Exercise prompt » An exact copy of all the data is the required output.

•••

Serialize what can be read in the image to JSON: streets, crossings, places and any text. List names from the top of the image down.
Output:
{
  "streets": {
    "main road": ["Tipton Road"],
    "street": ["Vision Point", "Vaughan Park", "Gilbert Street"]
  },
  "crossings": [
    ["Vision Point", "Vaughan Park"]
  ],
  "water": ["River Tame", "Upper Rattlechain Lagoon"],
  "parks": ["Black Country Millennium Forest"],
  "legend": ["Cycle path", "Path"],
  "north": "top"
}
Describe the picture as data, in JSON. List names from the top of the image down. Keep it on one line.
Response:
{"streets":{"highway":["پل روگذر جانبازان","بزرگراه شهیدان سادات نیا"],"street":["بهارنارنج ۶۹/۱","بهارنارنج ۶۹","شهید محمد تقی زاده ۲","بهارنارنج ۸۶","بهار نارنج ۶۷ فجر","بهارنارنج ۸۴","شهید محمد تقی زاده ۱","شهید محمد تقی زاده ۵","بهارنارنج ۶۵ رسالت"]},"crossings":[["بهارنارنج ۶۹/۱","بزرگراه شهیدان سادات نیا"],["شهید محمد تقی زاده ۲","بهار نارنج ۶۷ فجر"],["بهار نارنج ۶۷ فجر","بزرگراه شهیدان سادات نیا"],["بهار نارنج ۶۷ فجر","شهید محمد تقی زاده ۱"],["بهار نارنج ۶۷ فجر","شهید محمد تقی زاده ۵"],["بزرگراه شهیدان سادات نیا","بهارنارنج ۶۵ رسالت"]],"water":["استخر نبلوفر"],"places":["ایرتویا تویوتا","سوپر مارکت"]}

•••

Expected answer »
Serialize what can be read in the image to JSON: streets, crossings, places and any text. List names from the top of the image down.
Output:
{
  "streets": {
    "main road": ["Tipton Road"],
    "street": ["Vision Point", "Vaughan Park", "Gilbert Street"]
  },
  "crossings": [
    ["Vision Point", "Vaughan Park"]
  ],
  "water": ["River Tame", "Upper Rattlechain Lagoon"],
  "parks": ["Black Country Millennium Forest"],
  "legend": ["Cycle path", "Path"],
  "north": "top"
}
Describe the picture as data, in JSON. List names from the top of the image down. Keep it on one line.
Response:
{"streets":{"highway":["پل روگذر جانبازان","بزرگراه شهیدان سادات نیا"],"street":["بهارنارنج ۶۹/۱","بهارنارنج ۶۹","شهید محمد تقی زاده ۲","بهارنارنج ۸۶","بهار نارنج ۶۷ فجر","بهارنارنج ۸۴","شهید محمد تقی زاده ۱","شهید محمد تقی زاده ۵","بهارنارنج ۶۵ رسالت"]},"crossings":[["بهارنارنج ۶۹/۱","بزرگراه شهیدان سادات نیا"],["شهید محمد تقی زاده ۲","بهار نارنج ۶۷ فجر"],["بهار نارنج ۶۷ فجر","بزرگراه شهیدان سادات نیا"],["بهار نارنج ۶۷ فجر","شهید محمد تقی زاده ۱"],["بهار نارنج ۶۷ فجر","شهید محمد تقی زاده ۵"],["بزرگراه شهیدان سادات نیا","بهارنارنج ۶۵ رسالت"]],"water":["استخر نبلوفر"],"places":["ایرتویا تویوتا","سوپر مارکت"]}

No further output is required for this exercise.